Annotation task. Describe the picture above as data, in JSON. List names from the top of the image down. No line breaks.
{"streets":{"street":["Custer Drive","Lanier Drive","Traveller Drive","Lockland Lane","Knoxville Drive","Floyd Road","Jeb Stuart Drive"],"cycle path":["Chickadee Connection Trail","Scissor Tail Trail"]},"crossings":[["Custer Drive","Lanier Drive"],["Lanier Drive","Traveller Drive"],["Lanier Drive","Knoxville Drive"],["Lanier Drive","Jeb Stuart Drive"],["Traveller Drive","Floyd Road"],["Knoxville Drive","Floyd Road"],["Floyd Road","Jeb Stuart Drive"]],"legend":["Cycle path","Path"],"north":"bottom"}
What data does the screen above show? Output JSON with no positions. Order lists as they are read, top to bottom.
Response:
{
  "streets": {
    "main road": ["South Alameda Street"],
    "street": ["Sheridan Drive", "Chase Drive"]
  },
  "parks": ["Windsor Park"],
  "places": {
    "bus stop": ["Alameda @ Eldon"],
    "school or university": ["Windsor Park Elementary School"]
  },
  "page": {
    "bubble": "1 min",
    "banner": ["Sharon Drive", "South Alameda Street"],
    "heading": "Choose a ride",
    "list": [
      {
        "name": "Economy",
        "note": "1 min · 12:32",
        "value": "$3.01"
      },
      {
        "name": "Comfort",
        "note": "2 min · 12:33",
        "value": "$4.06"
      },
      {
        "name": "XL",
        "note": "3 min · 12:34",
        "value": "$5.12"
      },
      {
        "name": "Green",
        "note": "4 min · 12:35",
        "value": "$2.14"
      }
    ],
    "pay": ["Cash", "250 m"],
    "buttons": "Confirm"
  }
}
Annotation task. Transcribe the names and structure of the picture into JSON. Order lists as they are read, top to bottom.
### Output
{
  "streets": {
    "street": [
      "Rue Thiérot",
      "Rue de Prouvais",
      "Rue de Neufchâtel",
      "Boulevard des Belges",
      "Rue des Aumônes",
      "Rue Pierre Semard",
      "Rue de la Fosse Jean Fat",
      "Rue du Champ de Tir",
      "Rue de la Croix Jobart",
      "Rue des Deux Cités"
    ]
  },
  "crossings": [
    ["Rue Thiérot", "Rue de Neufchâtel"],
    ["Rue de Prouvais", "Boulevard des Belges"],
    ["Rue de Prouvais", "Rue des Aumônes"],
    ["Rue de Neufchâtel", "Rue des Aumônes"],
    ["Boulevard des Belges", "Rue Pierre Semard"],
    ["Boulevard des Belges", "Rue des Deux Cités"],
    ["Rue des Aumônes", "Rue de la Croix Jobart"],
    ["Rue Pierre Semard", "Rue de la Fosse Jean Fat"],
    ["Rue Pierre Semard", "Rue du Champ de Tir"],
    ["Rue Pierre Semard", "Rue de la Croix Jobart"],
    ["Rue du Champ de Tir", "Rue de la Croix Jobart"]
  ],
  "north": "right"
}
........
• [Task instructions]
Would you please copy the whole listing exactly as given?

• [Result for this exercise]
Annotation task. Describe the picture above as data, in JSON. List names from the top of the image down. No line breaks.
{"streets":{"street":["Custer Drive","Lanier Drive","Traveller Drive","Lockland Lane","Knoxville Drive","Floyd Road","Jeb Stuart Drive"],"cycle path":["Chickadee Connection Trail","Scissor Tail Trail"]},"crossings":[["Custer Drive","Lanier Drive"],["Lanier Drive","Traveller Drive"],["Lanier Drive","Knoxville Drive"],["Lanier Drive","Jeb Stuart Drive"],["Traveller Drive","Floyd Road"],["Knoxville Drive","Floyd Road"],["Floyd Road","Jeb Stuart Drive"]],"legend":["Cycle path","Path"],"north":"bottom"}
What data does the screen above show? Output JSON with no positions. Order lists as they are read, top to bottom.
Response:
{
  "streets": {
    "main road": ["South Alameda Street"],
    "street": ["Sheridan Drive", "Chase Drive"]
  },
  "parks": ["Windsor Park"],
  "places": {
    "bus stop": ["Alameda @ Eldon"],
    "school or university": ["Windsor Park Elementary School"]
  },
  "page": {
    "bubble": "1 min",
    "banner": ["Sharon Drive", "South Alameda Street"],
    "heading": "Choose a ride",
    "list": [
      {
        "name": "Economy",
        "note": "1 min · 12:32",
        "value": "$3.01"
      },
      {
        "name": "Comfort",
        "note": "2 min · 12:33",
        "value": "$4.06"
      },
      {
        "name": "XL",
        "note": "3 min · 12:34",
        "value": "$5.12"
      },
      {
        "name": "Green",
        "note": "4 min · 12:35",
        "value": "$2.14"
      }
    ],
    "pay": ["Cash", "250 m"],
    "buttons": "Confirm"
  }
}
Annotation task. Transcribe the names and structure of the picture into JSON. Order lists as they are read, top to bottom.
### Output
{
  "streets": {
    "street": [
      "Rue Thiérot",
      "Rue de Prouvais",
      "Rue de Neufchâtel",
      "Boulevard des Belges",
      "Rue des Aumônes",
      "Rue Pierre Semard",
      "Rue de la Fosse Jean Fat",
      "Rue du Champ de Tir",
      "Rue de la Croix Jobart",
      "Rue des Deux Cités"
    ]
  },
  "crossings": [
    ["Rue Thiérot", "Rue de Neufchâtel"],
    ["Rue de Prouvais", "Boulevard des Belges"],
    ["Rue de Prouvais", "Rue des Aumônes"],
    ["Rue de Neufchâtel", "Rue des Aumônes"],
    ["Boulevard des Belges", "Rue Pierre Semard"],
    ["Boulevard des Belges", "Rue des Deux Cités"],
    ["Rue des Aumônes", "Rue de la Croix Jobart"],
    ["Rue Pierre Semard", "Rue de la Fosse Jean Fat"],
    ["Rue Pierre Semard", "Rue du Champ de Tir"],
    ["Rue Pierre Semard", "Rue de la Croix Jobart"],
    ["Rue du Champ de Tir", "Rue de la Croix Jobart"]
  ],
  "north": "right"
}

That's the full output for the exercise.